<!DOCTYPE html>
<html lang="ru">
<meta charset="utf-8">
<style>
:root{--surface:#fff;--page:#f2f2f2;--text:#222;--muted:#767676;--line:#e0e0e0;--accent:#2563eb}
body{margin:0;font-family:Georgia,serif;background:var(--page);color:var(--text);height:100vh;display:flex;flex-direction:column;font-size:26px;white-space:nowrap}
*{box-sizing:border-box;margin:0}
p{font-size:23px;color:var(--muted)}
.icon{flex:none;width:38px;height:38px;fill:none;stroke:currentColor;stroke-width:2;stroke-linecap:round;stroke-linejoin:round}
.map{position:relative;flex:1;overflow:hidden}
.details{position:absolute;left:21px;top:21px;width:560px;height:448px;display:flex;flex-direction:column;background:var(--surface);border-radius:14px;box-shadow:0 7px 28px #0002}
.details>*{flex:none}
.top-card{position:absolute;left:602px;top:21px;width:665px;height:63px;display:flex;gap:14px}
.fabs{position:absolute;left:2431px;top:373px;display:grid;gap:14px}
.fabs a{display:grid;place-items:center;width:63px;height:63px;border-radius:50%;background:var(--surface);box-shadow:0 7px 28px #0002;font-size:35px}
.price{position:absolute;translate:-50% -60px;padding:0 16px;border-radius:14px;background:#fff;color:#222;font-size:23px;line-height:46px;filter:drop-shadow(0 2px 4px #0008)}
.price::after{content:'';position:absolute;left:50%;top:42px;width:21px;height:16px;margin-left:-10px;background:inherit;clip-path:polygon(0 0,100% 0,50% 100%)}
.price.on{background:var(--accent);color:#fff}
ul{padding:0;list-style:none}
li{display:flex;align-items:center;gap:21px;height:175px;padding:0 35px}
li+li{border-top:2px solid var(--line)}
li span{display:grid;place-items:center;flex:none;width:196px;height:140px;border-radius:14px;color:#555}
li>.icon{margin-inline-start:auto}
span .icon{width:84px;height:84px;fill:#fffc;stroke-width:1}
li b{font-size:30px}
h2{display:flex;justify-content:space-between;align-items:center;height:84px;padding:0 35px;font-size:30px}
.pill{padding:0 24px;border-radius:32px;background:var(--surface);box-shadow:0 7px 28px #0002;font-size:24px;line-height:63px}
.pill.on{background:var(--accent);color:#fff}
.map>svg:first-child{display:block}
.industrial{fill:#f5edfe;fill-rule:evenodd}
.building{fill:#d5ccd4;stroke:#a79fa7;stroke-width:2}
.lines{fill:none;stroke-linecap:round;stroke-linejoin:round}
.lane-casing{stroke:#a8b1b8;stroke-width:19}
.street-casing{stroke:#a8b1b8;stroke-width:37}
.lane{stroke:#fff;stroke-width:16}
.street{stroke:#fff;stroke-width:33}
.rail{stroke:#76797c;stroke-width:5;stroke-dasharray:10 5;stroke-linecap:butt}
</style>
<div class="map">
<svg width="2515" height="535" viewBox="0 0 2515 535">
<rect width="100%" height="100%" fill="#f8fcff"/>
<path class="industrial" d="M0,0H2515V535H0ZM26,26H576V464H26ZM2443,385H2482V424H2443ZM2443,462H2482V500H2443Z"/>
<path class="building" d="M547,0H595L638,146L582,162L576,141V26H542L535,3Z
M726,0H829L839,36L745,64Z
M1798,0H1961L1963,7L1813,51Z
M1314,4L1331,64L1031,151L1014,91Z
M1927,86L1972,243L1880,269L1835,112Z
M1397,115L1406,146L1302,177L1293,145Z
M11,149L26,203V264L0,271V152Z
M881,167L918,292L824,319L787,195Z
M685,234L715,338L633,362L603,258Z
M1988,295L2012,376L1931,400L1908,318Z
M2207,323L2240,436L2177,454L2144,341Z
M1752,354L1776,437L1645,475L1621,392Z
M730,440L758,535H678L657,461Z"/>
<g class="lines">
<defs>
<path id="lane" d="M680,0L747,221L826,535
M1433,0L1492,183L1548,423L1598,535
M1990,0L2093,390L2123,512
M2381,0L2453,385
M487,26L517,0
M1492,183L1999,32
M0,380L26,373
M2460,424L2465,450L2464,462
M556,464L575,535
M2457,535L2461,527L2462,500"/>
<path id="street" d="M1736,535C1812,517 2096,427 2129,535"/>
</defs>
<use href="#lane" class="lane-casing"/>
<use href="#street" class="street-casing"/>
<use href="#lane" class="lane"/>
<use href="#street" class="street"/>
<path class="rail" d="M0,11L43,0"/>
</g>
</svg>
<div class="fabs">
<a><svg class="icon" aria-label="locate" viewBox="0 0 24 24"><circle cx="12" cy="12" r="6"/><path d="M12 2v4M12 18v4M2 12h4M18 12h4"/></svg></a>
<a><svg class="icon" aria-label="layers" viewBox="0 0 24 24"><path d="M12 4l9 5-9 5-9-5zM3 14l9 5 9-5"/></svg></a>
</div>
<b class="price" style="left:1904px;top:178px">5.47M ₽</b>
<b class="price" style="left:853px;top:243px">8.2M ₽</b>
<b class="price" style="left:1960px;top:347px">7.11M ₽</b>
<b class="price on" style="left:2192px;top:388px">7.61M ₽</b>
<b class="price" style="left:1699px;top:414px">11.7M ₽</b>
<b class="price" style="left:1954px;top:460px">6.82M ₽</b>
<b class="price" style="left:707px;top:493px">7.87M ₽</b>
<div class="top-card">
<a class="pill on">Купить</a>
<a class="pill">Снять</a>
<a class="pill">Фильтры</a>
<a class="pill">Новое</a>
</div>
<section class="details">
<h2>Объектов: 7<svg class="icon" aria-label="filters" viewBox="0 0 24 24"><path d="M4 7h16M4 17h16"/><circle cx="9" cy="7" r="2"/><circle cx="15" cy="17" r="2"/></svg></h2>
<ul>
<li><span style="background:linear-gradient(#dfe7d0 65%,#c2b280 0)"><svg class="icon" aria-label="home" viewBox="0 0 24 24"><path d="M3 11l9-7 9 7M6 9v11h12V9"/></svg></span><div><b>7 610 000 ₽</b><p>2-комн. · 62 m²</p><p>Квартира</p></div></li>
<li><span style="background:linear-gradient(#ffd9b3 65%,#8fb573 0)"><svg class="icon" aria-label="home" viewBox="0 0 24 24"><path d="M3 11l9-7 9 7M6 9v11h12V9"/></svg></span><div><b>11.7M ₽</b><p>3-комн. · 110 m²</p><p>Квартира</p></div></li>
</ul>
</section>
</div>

# Exercise aim
Work out how many lines in the data contain "place" and state that number with nothing added.

# Answer to this exercise
2